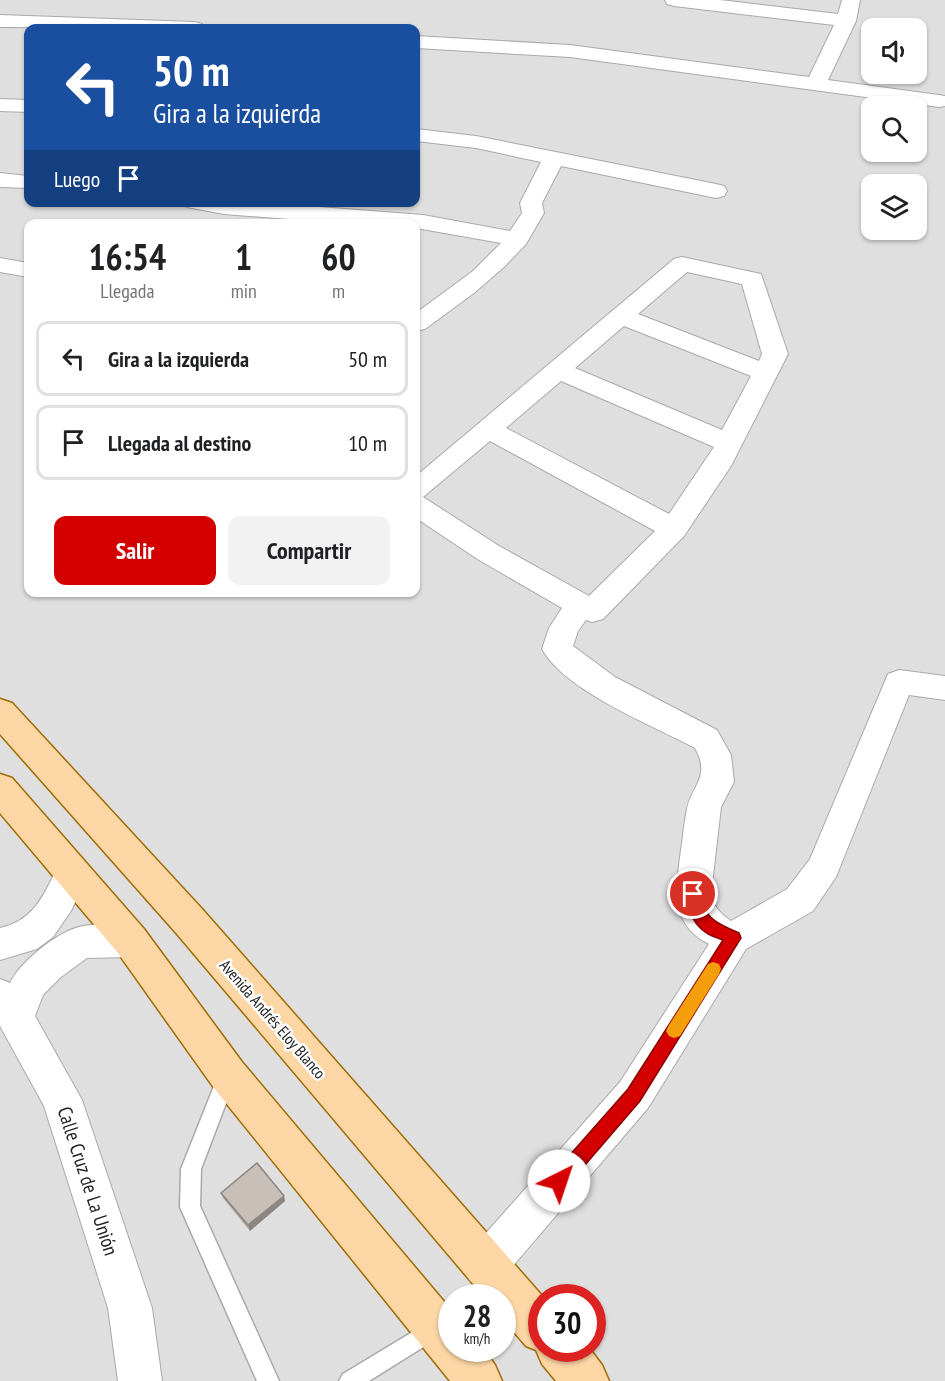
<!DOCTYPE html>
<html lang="es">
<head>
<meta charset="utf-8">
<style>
	:root { --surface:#fff; --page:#f2f2f2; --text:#202124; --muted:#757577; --line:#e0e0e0; --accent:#d40000 }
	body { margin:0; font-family:"PT Sans Narrow",sans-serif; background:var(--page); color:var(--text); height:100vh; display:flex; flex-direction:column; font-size:22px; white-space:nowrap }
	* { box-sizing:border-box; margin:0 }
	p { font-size:20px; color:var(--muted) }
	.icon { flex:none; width:33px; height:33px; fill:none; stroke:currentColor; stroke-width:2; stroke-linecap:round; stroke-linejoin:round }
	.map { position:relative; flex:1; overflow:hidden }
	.drawer { position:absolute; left:24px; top:219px; width:396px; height:378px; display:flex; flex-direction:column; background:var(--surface); border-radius:12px; box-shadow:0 2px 4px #0004 }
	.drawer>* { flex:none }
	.guide { position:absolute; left:24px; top:24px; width:396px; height:183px; border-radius:12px; box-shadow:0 2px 4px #0004; background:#1a4fa0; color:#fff; overflow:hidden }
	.controls { position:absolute; left:861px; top:18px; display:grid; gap:12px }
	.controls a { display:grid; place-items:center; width:66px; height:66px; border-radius:12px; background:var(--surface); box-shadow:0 2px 4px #0004; font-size:30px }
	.speed { position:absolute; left:438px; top:1284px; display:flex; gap:12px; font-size:30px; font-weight:700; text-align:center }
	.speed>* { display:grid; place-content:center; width:78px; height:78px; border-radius:50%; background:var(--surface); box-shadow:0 2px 4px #0004; line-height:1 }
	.speed small { font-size:15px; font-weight:400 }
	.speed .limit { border:9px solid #d22; background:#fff; color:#111 }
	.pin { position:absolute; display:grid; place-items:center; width:51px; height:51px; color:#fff; margin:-26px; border:3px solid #fff; border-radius:50%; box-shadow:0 2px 6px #0007 }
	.me { position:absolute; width:66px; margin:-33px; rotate:41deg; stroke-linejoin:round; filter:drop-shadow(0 0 4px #0008) }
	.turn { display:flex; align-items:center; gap:21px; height:126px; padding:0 30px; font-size:27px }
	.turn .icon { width:78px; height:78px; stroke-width:2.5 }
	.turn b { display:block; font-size:42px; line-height:51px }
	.then { display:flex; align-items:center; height:57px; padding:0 30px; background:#0003; gap:12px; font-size:22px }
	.eta { display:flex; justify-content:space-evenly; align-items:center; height:102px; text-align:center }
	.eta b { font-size:36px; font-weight:800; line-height:42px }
	.button { display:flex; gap:12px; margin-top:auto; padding:12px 30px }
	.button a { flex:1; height:69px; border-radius:12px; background:var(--accent); color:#fff; font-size:24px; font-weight:800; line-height:69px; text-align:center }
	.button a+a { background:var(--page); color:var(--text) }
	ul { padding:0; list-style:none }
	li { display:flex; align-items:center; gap:18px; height:75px; margin:0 12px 9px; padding:0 18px; border:3px solid var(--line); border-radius:12px }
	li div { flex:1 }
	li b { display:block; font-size:22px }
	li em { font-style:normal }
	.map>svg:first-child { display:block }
	.residential { fill:#e0dfdf; fill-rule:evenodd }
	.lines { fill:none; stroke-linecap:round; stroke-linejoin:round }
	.service-casing { stroke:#a9a9a9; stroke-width:3 }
	.minor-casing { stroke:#a9a9a9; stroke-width:2 }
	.primary-casing { stroke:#a06b00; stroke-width:3 }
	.service { fill:#fff; fill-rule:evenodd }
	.minor { fill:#fff; fill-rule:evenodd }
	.primary { fill:#fcd6a4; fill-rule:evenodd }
	.wall { fill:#aba49e }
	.shaded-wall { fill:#8b8681 }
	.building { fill:#c7bfb8; stroke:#8b8681; stroke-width:1.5 }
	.route { fill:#d40000; stroke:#8a0000; stroke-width:1.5 }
	.slow { fill:#f59e0b }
	.labels { text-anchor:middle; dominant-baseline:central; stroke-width:5; stroke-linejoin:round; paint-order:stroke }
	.street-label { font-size:16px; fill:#222; stroke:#fff }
	.near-street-label { font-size:20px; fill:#222; stroke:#fff }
</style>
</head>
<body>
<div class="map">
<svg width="945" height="1381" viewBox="0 0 945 1381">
	<rect width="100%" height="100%" fill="#f2efe9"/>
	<!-- residential -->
	<path class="residential" d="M0,0h945v1381h-945zM28,28h388v174h-388zM872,28h44v46h-44zM872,106h44v46h-44zM872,184h44v46h-44zM28,224h388v368h-388zM452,1298h50v50h-50zM542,1298h50v50h-50z"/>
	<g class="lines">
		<!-- service casing -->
		<g class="service-casing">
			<path id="service" d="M227,1068l7,3 2,6 -35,92 -1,37 79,175h-22l-77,-174 1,-38 39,-98z
				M434,1319l7,3 3,7 -3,7 -72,45h-30l4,-7z"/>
		</g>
		<!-- minor casing -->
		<g class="minor-casing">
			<path id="minor" d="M665,0h55l118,14 4,-14h18l-4,21 -28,59 111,15 6,1v10l-6,1 -369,-50 -154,-9v-12l154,9 239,32 25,-52 -160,-19 -7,-2z
				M0,15l195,7 7,2 3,4 -205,-1z
				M0,99l28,1v12l-28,-1z
				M416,129l60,7 240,48 8,2 3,5 -3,5 -8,2 -155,-32 -19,37 2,10 -18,31 -22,23 -30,26 -49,36 -9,2v-18l57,-42 28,-28 -85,-15v-4h-63l-129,-10 -37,-7 -3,-5h70l169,13 87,16 12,-18 -2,-10 21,-41 -65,-14 -60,-7z
				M0,173l28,3v12l-28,-1z
				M682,257l79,17 27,80 -57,112 -47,70 -81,83 -11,3 -6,-2 -8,11 -5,15 42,31 102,53 14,25 3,27 -13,25 -10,86c2,14 9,20 20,28l56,-32 23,-30 78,-185 11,-4 46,6v24l-36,-5 -73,182 -23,34 -67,38 -98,159 -148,173 -15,6 -15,-6 -6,-15 6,-15 150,-169 89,-138c-40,-20 -33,-57 -28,-94 2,-13 3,-28 6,-41 5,-24 24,-32 8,-61 -43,-23 -130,-57 -153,-99l7,-21 13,-20 -83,-48 -63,-42v-42l258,-217zM687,272l55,12 20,70 -3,7 -121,-47zM624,326l127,50 -29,54 -147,-62zM561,381l153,66 -45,67 -163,-86zM490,441l165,90 -66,65 -90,-50 -76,-49z
				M0,258l28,5v14l-28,-5z
				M72,857l12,5 5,10 -18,39 -18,26 -16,12 -37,11v-32c36,-8 45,-36 60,-66z
				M131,925l13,5 5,11 -5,11 -13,5 -44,1 -26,19 -18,18 -8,21 47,84 70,208 10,73h-44l-10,-73 -64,-202 -44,-80v-47l10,4c10,-21 46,-50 69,-56 15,-4 36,-2 52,-2z"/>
		</g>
		<!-- primary casing -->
		<g class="primary-casing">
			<path id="primary" d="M0,699l12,4 191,207 341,388h-2v50h47l13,17 7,16h-53l-14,-17 -6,-14 -10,-4 -24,-28v-20h-17l-308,-364 -177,-200z
				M0,774l12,4 132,151 98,133 210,249v37h31l12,17 7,16h-52l-236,-293 -96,-135 -118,-140z"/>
		</g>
		<!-- service -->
		<use href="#service" class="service"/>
		<!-- minor -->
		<use href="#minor" class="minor"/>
		<!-- primary -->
		<use href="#primary" class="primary"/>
	</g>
	<!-- wall -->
	<path class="wall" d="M221,1193l64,8 -35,30 -27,-33z"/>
	<!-- shaded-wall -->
	<path class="shaded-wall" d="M284,1196l1,5 -35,30 -2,-6z"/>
	<!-- building -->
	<path class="building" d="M257,1163l27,33 -36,29 -27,-32z"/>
	<!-- route -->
	<path class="route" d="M693,887l5,2c3,5 2,9 4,14 6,18 21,23 37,30l2,5 -101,163 -74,86 -7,2 -6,-2 -2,-6 2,-7 75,-85 95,-149c-6,-2 -13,-4 -18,-8 -11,-8 -24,-30 -18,-43z"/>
	<!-- slow -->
	<path class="slow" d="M713,962l6,2 2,5 -2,5 -39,62 -6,2 -5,-2 -3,-5 3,-6 39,-61z"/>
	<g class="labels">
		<!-- street labels -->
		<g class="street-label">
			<text transform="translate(273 1019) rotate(49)">Avenida Andrés Eloy Blanco</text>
		</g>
		<!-- near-street labels -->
		<g class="near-street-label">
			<text transform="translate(88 1181) rotate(72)">Calle Cruz de La Unión</text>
		</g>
	</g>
</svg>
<div class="controls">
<a><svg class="icon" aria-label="sound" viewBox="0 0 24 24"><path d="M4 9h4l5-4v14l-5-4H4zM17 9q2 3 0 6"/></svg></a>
<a><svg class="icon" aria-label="search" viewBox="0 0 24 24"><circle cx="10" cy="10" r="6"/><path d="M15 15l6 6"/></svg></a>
<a><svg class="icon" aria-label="layers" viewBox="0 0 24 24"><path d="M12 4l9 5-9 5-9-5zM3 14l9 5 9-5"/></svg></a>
</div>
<div class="speed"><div>28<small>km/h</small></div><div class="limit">30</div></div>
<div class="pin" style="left:693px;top:894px;background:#d93025"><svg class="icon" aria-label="arrive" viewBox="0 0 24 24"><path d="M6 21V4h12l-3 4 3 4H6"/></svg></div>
<svg class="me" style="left:559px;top:1181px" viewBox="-20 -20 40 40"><circle r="19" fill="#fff"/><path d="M0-13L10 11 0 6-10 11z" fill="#d40000"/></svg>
<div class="guide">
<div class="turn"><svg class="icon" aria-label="left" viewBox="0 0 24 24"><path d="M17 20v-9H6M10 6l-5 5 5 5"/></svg><div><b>50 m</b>Gira a la izquierda</div></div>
<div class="then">Luego<svg class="icon" aria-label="arrive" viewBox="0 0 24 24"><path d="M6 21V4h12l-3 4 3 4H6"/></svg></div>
</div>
<section class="drawer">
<div class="eta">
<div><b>16:54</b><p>Llegada</p></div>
<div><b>1</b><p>min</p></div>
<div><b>60</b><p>m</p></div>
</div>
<ul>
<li><svg class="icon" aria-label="left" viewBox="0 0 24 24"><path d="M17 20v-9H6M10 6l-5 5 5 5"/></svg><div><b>Gira a la izquierda</b></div><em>50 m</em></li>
<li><svg class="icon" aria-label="arrive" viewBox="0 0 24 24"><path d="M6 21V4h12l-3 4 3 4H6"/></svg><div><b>Llegada al destino</b></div><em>10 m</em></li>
</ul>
<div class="button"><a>Salir</a><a>Compartir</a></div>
</section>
</div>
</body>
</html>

__The problem__. Each line that contains the string "grid" should be copied from the data above.

__Answer to this task__.
	.controls { position:absolute; left:861px; top:18px; display:grid; gap:12px }
	.controls a { display:grid; place-items:center; width:66px; height:66px; border-radius:12px; background:var(--surface); box-shadow:0 2px 4px #0004; font-size:30px }
	.speed>* { display:grid; place-content:center; width:78px; height:78px; border-radius:50%; background:var(--surface); box-shadow:0 2px 4px #0004; line-height:1 }
	.pin { position:absolute; display:grid; place-items:center; width:51px; height:51px; color:#fff; margin:-26px; border:3px solid #fff; border-radius:50%; box-shadow:0 2px 6px #0007 }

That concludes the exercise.